David closed his eyes. His head was spinning. He had spent weeks swimming in facts and figures, slowly piecing it all together. He opened his eyes again and they adjusted to the grey view of the Juan de Fuca Strait. As the view came into focus, a thought occurred to him. And then another. Within a few short seconds, he had a flash of insight into a sequence of events that stretched out before him over years and hundreds of millions of dollars.

He paused and let it all sink in. It was a good plan, but there were a lot of unknowns. The plan ended in a place that he had been to before: selling a junior mining company to a major. The starting point was familiar enough, as well. He was considering a takeover.

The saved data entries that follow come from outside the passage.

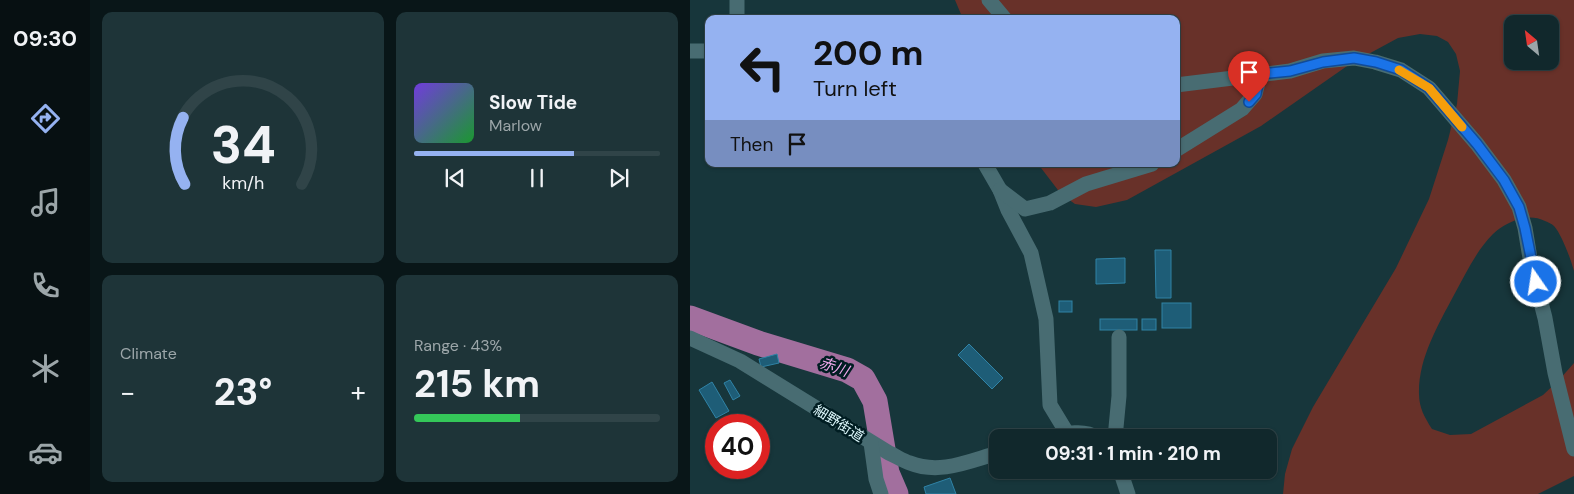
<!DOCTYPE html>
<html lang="en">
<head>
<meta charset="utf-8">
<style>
	body { margin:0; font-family:"DM Sans","Noto Sans JP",sans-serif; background:#1e3438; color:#f1f3f6; height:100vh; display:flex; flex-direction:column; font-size:19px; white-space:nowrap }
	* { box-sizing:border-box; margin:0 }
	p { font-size:16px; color:#9ca6a9 }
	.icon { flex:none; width:28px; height:28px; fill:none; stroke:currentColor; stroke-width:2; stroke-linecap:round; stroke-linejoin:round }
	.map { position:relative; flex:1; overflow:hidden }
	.details { display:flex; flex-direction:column; gap:12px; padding:12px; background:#091618; width:600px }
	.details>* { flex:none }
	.top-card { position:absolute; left:15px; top:15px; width:475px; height:152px; border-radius:10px; box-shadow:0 1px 4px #0004,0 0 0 1px #304448; background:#95b2f1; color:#111; overflow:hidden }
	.needle { width:32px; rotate:331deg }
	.tools { position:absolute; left:814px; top:15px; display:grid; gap:10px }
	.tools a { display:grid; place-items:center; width:55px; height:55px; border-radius:10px; background:#11282c; box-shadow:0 1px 4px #0004,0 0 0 1px #304448; font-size:25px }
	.speed { position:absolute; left:15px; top:414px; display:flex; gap:10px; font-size:25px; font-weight:700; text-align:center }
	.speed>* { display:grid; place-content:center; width:65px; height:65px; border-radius:50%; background:#11282c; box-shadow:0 1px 4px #0004,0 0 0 1px #304448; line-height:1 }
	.speed .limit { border:8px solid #d22; background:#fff; color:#111 }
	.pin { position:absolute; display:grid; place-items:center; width:42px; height:42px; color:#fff; margin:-51px -21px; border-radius:50% 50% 50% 0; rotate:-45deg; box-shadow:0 0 5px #0007 }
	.pin .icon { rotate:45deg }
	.me { position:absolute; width:55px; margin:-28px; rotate:347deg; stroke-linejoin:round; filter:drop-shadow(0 0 4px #0008) }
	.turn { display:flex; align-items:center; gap:18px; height:105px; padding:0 25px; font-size:22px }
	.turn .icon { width:65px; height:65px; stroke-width:2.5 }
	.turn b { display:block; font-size:35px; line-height:42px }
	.then { display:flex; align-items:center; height:48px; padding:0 25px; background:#0003; gap:10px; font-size:19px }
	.big { font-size:38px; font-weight:700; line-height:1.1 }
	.details .widget { flex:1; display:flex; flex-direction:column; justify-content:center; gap:8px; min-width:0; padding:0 18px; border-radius:10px; background:#1e3438 }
	.details .dial { align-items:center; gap:0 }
	.dial svg { height:130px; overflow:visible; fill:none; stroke:#304448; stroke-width:7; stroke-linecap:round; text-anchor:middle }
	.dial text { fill:#f1f3f6; stroke:none }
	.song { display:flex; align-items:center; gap:15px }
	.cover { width:60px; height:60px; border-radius:8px; background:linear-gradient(135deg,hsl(260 70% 55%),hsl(130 70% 35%)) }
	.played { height:5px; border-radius:2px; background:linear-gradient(90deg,#95b2f1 65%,#304448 65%) }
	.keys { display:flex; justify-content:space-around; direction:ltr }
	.heat { display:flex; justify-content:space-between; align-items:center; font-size:28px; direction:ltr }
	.charge { height:8px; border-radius:4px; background:linear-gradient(90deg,#34c759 43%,#304448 0) }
	.details .tiles { flex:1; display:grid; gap:12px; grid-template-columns:repeat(2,1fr) }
	.trip { position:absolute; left:299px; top:429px; width:288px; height:50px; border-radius:10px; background:#11282c; box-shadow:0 1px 4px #0004,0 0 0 1px #304448; font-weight:700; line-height:50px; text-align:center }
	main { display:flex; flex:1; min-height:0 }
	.tab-bar { display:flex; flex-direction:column; width:90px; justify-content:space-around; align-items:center; background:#071012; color:#9ca6a9 }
	.tab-bar .icon { width:35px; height:35px }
	.tab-bar .on { color:#95b2f1 }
	.tab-bar b { font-size:22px; color:#f1f3f6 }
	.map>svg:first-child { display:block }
</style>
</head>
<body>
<main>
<nav class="tab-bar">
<b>09:30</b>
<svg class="icon on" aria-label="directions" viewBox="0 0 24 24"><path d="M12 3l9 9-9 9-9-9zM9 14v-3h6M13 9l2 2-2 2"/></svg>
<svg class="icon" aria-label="music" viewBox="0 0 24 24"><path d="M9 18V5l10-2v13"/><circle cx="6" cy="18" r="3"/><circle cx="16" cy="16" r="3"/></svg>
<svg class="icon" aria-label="phone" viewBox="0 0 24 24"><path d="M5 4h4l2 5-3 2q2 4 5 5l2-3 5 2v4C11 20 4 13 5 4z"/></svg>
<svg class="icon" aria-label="climate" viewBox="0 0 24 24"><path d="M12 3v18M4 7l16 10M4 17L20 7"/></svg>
<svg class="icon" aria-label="car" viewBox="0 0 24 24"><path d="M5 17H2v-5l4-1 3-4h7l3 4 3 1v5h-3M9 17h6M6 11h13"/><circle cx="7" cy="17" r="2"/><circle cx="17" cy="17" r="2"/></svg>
</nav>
<section class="details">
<div class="tiles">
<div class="widget dial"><svg viewBox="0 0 100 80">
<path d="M14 69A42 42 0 1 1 86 69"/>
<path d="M14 69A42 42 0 0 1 13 28" stroke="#95b2f1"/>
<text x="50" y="56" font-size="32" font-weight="700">34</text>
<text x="50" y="72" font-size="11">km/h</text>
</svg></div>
<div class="widget">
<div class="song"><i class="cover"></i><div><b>Slow Tide</b><p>Marlow</p></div></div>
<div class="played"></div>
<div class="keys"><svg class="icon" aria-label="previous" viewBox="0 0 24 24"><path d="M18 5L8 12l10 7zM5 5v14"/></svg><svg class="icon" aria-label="pause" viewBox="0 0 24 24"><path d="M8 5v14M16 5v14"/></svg><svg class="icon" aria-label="next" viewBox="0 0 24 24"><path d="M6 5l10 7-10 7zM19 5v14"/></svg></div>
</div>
<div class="widget"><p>Climate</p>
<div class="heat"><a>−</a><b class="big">23°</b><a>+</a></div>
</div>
<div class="widget"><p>Range · 43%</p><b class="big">215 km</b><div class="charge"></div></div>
</div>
</section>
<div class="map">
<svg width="884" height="494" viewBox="0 0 884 494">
	<rect width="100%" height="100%" fill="#17363b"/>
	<path fill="#683129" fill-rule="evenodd" d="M 265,0 L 884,0 L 884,271 C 881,260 872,235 864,226 C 862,224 858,222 855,221 C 837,212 816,222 803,234 C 786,251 775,275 764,295 C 748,325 728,359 729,394 C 729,408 735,418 742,429 L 760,435 L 781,434 L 853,395 L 869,380 L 884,363 L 884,476 L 848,494 L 593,494 L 595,474 L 602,449 L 623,407 L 706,268 L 739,199 L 758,140 L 767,104 L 770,71 L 766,54 L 758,42 L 747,36 L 730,34 L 708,38 L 660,64 L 571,126 L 437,200 L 406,207 L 385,204 L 371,194 L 348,164 L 486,164 L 486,19 L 273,19 ZM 822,24 L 860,24 L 860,61 L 822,61 Z"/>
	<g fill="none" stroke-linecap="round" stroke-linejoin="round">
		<path stroke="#a26f9e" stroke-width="25" d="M 0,318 L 68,343 L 157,370 L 173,379 L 185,401 L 197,473 L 206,494"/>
	</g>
	<g fill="#1e5d77" stroke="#3083a6">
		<path d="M 465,250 L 481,250 L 481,298 L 466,298 Z"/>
		<path d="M 435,258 L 435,283 L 406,284 L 406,259 Z"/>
		<rect x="369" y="301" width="13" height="11"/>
		<rect x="472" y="303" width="29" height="25"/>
		<rect x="410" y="319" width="37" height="11"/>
		<rect x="452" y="319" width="14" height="11"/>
		<path d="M 279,344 L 313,378 L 302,389 L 268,355 Z"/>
		<path d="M 87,354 L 89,363 L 71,367 L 69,359 Z"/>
		<path d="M 40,380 L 50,396 L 43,400 L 34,383 Z"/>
		<path d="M 22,382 L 39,411 L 26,418 L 9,390 Z"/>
		<path d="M 260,478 L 266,494 L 236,494 L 234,487 Z"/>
	</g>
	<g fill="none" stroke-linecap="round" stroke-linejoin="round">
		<g stroke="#486c72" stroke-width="15">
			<path d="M 47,0 L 47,19"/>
			<path d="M 299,0 L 315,19"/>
			<path d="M 0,51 L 19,51"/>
			<path d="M 486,85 L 600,71 L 633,61 L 664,58 L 685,62 L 711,70 L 739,88 L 787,144 L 814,180 L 829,207 L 835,228 L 841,264 L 855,318 L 865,373 L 884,449"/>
			<path d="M 486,150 L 552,109 L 565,94 L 570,75"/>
			<path d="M 295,164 L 310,190 L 318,210 L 341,253 L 356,319 L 360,405 L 377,433"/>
			<path d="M 310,190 L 335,209 L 360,203 L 396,184 L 462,164"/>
			<path d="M 0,338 L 50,361 L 199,453 C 206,456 213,461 220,463 C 250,475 279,461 308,453"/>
			<path d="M 362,438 C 377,433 393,429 408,438"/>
			<path d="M 425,438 L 429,396 L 429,337"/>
			<path d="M 181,443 L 186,479 L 191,494"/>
			<path d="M 430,470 L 438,494"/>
		</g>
	</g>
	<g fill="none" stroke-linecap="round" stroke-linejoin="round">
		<defs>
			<path id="route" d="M 559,102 L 566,94 L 570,74 L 600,71 L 633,62 L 664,58 L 686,62 L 711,70 L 739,88 L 787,144 L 814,180 L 829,207 L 835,228 L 846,282"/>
		</defs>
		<use href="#route" stroke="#114b97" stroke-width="12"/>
		<use href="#route" stroke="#1a73e8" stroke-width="9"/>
		<path stroke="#f59e0b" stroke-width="9" d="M 709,70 L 739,88 L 772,127"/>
	</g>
	<g text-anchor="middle" stroke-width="5" stroke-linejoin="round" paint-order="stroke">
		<g font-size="14" fill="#def9fd" stroke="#001d22">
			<text transform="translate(149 423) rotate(32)" y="5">細野街道</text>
		</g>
		<g font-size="15" font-style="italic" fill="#f2a9ed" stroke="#001d22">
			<text transform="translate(144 367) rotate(19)" y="5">赤川</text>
		</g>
	</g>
</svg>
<div class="tools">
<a><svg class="needle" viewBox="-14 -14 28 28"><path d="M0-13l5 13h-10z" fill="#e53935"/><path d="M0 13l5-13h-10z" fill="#9ca6a9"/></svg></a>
</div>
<div class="speed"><div class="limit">40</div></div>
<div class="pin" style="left:559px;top:102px;background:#d93025"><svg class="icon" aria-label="arrive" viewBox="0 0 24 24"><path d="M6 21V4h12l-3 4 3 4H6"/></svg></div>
<svg class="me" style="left:846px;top:282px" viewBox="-20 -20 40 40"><circle r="17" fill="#1a73e8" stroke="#fff" stroke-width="3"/><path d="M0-11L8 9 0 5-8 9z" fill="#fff"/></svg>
<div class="trip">09:31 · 1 min · 210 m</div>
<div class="top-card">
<div class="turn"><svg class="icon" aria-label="left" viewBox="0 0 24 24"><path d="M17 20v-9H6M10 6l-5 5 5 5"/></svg><div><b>200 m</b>Turn left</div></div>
<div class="then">Then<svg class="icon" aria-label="arrive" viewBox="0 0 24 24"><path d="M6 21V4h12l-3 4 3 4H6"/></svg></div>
</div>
</div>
</main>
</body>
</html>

The takeover target had a nice exploration property in Mexico. It had been mined a century earlier by Americans and was one of the richest mines in the area at the time. Billions of dollars' worth of metal had been taken out of there at today's prices, with old-timers following narrow veins of high-grade silver through the mountainside. The old mine went down 500 meters and stretched 2 kilometers along strike. The takeover target had been drilling along the old mine, searching for another vein that could be mined.

All their drilling had not produced much excitement and they were having trouble raising additional funds to carry on. They had even looked into re-processing the tailings from the old mine as a way to generate some cash to fund further exploration work. Most people would write this project off quickly, but David looked at it differently.

David had built companies around open-pit, heap-leach mines and he was focused on the gold and silver in the rock around the veins. He didn't know what the grade of mineralization was in there because the target company had only assayed sections of their drill core that showed visible alteration associated with the high-grade veins. They had wanted to go underground and mine another high-grade vein, whereas David wanted to mine the whole mountain. He had seen firsthand how open-pit mining had brought new life to old mines like this.

David imagined what they could find by sampling the target company's core and what it would mean for the project. The target company had drilled 10,000 meters over 50 holes, which were concentrated at the mid-section of the old mine. Assaying the core from those holes would position David's company to generate a burst of information in their first months of operation. Studying the detailed database of historical production from the old mine would help guide David's company to put next 50 holes in the right places.

It would take years to replicate all the existing work at the project from scratch, but David estimated that they could complete enough new work to start a resource estimate in a year. Six months to sample the existing core and six months to drill another round of holes.

As he turned the timeline over in his mind, David thought about all the other opportunities at the property. The original gold showing was found just south of the end of old mine -- they could drill there and release the results while everyone was waiting for the resource estimate to come out. They could also release results from prospecting in new areas while waiting for the technical report. The more he thought about it, the more he liked all the possible paths forward.

The old mine followed along veins that had been traced for kilometers at surface and David's geologists were very excited after their first site visits. They saw some spots that were begging to be drilled and a whole bunch of land that had not been properly explored yet. The target company's property stretched for dozens of kilometers along these geological structures, but they had focused at the old mine site. This canvas was primed for a masterpiece.

David knew that the area around the old mine would be well-received in the market as an open-pit mine, but the other areas of the property provided the mystery that was so important to success in the junior mining business.

He went through it all one more time in his head, slowly tracing and retracing the route from here to there. From one takeover to another.